Code Style Guidelines

  • PEP 8 Compliance: Code must follow PEP 8 style guidelines

  • Type Hints: All public APIs must have complete type annotations

  • Docstrings: All public classes and methods must have comprehensive docstrings

  • Import Sorting: Use isort for consistent import organization

Example Function:

def extract_article_data(soup: BeautifulSoup, url: str) -> ArticleData:
    """
    Extract article data from a BeautifulSoup object.

    Args:
        soup: Parsed HTML content
        url: The article URL

    Returns:
        ArticleData object with extracted information

    Raises:
        ValueError: If the HTML structure is invalid
        RuntimeError: If extraction fails
    """
    # Implementation here

Testing Requirements

  • New Features: Must include comprehensive tests

  • Bug Fixes: Must include regression tests

  • Coverage: Maintain or improve test coverage

  • Documentation: Update documentation for API changes

Commit Guidelines

Use clear, descriptive commit messages:

feat: add support for extracting article publication dates

- Parse publication dates from meta tags and JSON-LD
- Add date validation and formatting
- Include tests for various date formats

Fixes #123

Types of Contributions

Bug Reports

When reporting bugs, please include:

  • Clear Description: What happened vs what you expected

  • Reproduction Steps: Minimal example to reproduce the issue

  • Environment: Python version, OS, package version

  • Error Messages: Full traceback if applicable

Feature Requests

For new features:

  • Use Case: Describe the problem this solves

  • Proposed Solution: How you envision it working

  • Alternatives: Other approaches you considered

  • Breaking Changes: Whether this affects existing APIs

Code Contributions

  1. Check Issues: Look for existing issues or create a new one

  2. Create Branch: Use descriptive branch names (feature/add-date-parsing)
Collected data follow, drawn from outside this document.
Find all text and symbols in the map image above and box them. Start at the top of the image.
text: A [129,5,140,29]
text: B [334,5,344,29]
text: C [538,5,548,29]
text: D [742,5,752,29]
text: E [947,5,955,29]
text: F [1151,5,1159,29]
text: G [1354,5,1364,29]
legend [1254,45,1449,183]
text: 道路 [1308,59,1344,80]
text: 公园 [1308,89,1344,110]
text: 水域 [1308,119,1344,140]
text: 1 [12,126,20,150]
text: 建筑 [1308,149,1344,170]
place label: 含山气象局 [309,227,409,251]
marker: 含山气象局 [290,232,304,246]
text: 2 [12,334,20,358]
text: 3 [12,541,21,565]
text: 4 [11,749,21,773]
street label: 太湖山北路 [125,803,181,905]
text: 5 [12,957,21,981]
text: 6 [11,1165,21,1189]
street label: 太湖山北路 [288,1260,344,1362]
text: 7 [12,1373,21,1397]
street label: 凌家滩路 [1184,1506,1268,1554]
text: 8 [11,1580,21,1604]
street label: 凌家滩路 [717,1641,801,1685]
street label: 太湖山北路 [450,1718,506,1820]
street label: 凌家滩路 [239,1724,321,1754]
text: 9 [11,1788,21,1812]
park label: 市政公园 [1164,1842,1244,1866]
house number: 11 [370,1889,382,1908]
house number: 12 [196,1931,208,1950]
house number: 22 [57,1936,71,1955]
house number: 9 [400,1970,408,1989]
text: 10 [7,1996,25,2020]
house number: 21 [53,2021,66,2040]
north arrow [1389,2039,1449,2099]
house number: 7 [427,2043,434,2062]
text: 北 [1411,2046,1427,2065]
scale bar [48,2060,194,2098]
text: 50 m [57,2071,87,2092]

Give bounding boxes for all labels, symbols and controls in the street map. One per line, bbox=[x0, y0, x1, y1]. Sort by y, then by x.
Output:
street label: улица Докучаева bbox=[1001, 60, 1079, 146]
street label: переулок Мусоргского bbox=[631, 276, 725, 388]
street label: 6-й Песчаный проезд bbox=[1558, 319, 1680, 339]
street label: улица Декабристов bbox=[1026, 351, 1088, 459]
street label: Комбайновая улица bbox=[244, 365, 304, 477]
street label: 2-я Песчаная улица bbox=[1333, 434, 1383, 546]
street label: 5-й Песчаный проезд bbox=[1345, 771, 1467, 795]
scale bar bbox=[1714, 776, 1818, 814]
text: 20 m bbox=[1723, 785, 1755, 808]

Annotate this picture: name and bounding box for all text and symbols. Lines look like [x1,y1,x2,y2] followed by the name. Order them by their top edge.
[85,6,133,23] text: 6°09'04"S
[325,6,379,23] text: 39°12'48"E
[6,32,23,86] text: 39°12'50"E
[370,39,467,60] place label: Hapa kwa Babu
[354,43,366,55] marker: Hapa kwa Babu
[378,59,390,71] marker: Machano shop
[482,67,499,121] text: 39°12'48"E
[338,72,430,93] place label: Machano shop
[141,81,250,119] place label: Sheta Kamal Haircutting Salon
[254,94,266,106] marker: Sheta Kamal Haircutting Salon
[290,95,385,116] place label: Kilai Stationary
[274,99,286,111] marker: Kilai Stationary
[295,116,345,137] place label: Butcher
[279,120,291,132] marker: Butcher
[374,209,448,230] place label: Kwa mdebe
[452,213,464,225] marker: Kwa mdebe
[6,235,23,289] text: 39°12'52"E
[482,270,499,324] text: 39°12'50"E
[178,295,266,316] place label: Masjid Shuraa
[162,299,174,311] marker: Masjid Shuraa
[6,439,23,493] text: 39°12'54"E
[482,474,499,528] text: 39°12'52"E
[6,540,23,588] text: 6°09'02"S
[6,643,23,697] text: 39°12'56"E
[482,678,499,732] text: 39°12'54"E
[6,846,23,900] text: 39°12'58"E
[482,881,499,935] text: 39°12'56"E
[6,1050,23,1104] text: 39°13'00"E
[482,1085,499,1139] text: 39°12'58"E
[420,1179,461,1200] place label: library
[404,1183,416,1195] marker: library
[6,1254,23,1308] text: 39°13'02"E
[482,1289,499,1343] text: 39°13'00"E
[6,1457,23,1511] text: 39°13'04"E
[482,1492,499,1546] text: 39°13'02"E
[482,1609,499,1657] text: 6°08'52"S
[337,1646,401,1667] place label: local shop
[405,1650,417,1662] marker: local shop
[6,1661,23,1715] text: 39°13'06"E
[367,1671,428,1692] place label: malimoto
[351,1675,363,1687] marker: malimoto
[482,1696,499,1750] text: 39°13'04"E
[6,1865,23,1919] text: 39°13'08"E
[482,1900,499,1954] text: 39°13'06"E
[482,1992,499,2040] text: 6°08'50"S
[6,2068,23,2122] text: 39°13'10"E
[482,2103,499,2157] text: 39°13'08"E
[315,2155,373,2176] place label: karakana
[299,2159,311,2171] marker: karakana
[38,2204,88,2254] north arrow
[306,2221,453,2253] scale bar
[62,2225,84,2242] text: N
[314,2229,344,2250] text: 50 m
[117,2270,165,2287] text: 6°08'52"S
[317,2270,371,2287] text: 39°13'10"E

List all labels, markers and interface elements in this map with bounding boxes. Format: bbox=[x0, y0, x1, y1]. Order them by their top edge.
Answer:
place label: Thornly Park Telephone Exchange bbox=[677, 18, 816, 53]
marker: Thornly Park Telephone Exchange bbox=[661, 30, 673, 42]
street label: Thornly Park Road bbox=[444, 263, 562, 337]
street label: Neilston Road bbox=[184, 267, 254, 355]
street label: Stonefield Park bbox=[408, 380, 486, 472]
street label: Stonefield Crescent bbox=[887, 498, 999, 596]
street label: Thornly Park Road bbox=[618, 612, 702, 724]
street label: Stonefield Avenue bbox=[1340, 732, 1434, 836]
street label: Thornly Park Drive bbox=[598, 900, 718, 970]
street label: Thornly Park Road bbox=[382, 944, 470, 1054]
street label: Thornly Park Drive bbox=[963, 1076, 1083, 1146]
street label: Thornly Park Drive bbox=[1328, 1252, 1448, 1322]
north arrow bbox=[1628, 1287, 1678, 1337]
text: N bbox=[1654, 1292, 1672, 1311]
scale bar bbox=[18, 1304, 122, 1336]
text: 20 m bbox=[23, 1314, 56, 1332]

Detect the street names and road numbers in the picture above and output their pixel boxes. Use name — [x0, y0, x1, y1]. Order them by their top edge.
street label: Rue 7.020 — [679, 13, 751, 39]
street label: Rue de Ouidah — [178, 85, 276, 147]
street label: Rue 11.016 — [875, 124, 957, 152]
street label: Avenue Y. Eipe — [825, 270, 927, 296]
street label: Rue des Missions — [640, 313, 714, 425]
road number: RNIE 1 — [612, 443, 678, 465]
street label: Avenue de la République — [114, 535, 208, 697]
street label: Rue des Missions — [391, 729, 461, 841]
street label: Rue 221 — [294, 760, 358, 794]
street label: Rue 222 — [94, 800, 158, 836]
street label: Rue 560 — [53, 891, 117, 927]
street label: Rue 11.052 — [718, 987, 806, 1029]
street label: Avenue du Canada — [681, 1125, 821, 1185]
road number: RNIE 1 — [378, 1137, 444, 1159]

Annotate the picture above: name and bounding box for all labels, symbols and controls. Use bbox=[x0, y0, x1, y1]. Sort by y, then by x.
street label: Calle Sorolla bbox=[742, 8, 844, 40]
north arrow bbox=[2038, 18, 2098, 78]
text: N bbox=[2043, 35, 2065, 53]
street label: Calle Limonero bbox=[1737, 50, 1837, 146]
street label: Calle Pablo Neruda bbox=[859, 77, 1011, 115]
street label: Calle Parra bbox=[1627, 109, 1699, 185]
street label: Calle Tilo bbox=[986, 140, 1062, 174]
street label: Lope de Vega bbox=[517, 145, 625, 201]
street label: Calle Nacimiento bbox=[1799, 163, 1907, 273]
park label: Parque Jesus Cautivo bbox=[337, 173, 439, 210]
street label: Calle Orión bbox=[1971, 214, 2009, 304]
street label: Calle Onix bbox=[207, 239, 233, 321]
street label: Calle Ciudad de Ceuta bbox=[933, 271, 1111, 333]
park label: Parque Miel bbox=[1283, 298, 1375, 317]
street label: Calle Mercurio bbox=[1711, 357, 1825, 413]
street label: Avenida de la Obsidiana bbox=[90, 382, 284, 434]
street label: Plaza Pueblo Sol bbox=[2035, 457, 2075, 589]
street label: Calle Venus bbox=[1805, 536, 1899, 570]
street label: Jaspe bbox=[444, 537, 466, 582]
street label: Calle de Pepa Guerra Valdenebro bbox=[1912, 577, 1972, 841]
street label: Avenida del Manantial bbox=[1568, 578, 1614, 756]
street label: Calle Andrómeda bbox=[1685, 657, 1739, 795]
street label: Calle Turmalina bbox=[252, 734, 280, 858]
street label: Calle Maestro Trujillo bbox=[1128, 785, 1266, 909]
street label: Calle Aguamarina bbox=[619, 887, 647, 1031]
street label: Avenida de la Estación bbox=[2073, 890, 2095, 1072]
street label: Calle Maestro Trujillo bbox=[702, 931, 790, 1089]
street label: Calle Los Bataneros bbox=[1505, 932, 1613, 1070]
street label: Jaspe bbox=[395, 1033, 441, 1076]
  3. Write Tests: Include comprehensive tests for your changes

  4. Update Documentation: Add or update relevant documentation

  5. Submit PR: Create a pull request with detailed description

Pull Request Process

PR Requirements

Before submitting a pull request:

  • [ ] Tests pass locally (hatch test)

  • [ ] Code follows style guidelines (black, isort, mypy)

  • [ ] Documentation is updated

  • [ ] Commit messages are clear and descriptive

  • [ ] PR description explains the changes

Review Process

  1. Automated Checks: CI pipeline runs tests and quality checks

  2. Code Review: Maintainers review the code for quality and design

  3. Feedback: Address any requested changes

  4. Approval: Once approved, maintainers will merge the PR

Release Process

The project follows semantic versioning (SemVer):

  • Major: Breaking changes to public APIs

  • Minor: New features without breaking changes

  • Patch: Bug fixes and internal improvements

Project Structure

The-Data-Packet/
├── the_data_packet/          # Main package source code
│   ├── __init__.py           # Package initialization and public API
│   ├── models/               # Data models
│   ├── clients/              # HTTP and RSS clients
│   ├── extractors/           # Content extraction logic
│   ├── scrapers/             # Main scraper orchestration
│   └── cli.py                # Command-line interface
├── tests/                    # Test suite
│   ├── test_*.py             # Test modules
│   └── conftest.py           # Shared test configuration
├── docs/                     # Documentation
│   └── source/               # Sphinx documentation source
├── pyproject.toml            # Project configuration
└── README.md                 # Project overview

Key Files

  • pyproject.toml: Project metadata, dependencies, and tool configuration

  • the_data_packet/__init__.py: Public API exports

  • tests/conftest.py: Shared test fixtures and configuration

  • docs/source/conf.py: Sphinx documentation configuration

Architecture Guidelines

Design Principles

  • Single Responsibility: Each class has a clear, focused purpose

  • Dependency Injection: Components accept dependencies via constructor

  • Error Handling: Graceful degradation with informative error messages

  • Resource Management: Proper cleanup of network resources

  • Type Safety: Complete type annotations for better maintainability

Component Boundaries

  • Models: Pure data containers with validation

  • Clients: External service interactions (HTTP, RSS)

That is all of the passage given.